----- MATERIAL FOR THE TASK -----
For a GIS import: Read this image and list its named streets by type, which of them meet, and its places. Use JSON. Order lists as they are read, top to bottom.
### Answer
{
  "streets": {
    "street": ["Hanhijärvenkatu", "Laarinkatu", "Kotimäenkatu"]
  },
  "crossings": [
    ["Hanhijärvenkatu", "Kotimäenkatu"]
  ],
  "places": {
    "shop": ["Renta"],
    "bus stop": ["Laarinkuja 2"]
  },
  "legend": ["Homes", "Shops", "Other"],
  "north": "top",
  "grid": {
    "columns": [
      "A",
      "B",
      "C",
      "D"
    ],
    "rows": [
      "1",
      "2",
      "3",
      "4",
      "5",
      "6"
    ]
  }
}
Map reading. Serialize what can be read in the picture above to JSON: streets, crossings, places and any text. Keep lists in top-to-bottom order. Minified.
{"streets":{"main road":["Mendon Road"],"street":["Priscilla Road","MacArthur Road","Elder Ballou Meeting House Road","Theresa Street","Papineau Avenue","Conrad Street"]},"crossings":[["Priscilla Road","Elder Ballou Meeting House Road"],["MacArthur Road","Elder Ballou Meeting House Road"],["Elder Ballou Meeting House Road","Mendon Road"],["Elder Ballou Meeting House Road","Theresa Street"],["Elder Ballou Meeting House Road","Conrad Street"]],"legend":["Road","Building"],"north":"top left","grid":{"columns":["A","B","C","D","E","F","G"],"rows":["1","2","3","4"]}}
-----
Print again each line of the listing above, exactly as it appears.

### EXPECTED ANSWER
For a GIS import: Read this image and list its named streets by type, which of them meet, and its places. Use JSON. Order lists as they are read, top to bottom.
### Answer
{
  "streets": {
    "street": ["Hanhijärvenkatu", "Laarinkatu", "Kotimäenkatu"]
  },
  "crossings": [
    ["Hanhijärvenkatu", "Kotimäenkatu"]
  ],
  "places": {
    "shop": ["Renta"],
    "bus stop": ["Laarinkuja 2"]
  },
  "legend": ["Homes", "Shops", "Other"],
  "north": "top",
  "grid": {
    "columns": [
      "A",
      "B",
      "C",
      "D"
    ],
    "rows": [
      "1",
      "2",
      "3",
      "4",
      "5",
      "6"
    ]
  }
}
Map reading. Serialize what can be read in the picture above to JSON: streets, crossings, places and any text. Keep lists in top-to-bottom order. Minified.
{"streets":{"main road":["Mendon Road"],"street":["Priscilla Road","MacArthur Road","Elder Ballou Meeting House Road","Theresa Street","Papineau Avenue","Conrad Street"]},"crossings":[["Priscilla Road","Elder Ballou Meeting House Road"],["MacArthur Road","Elder Ballou Meeting House Road"],["Elder Ballou Meeting House Road","Mendon Road"],["Elder Ballou Meeting House Road","Theresa Street"],["Elder Ballou Meeting House Road","Conrad Street"]],"legend":["Road","Building"],"north":"top left","grid":{"columns":["A","B","C","D","E","F","G"],"rows":["1","2","3","4"]}}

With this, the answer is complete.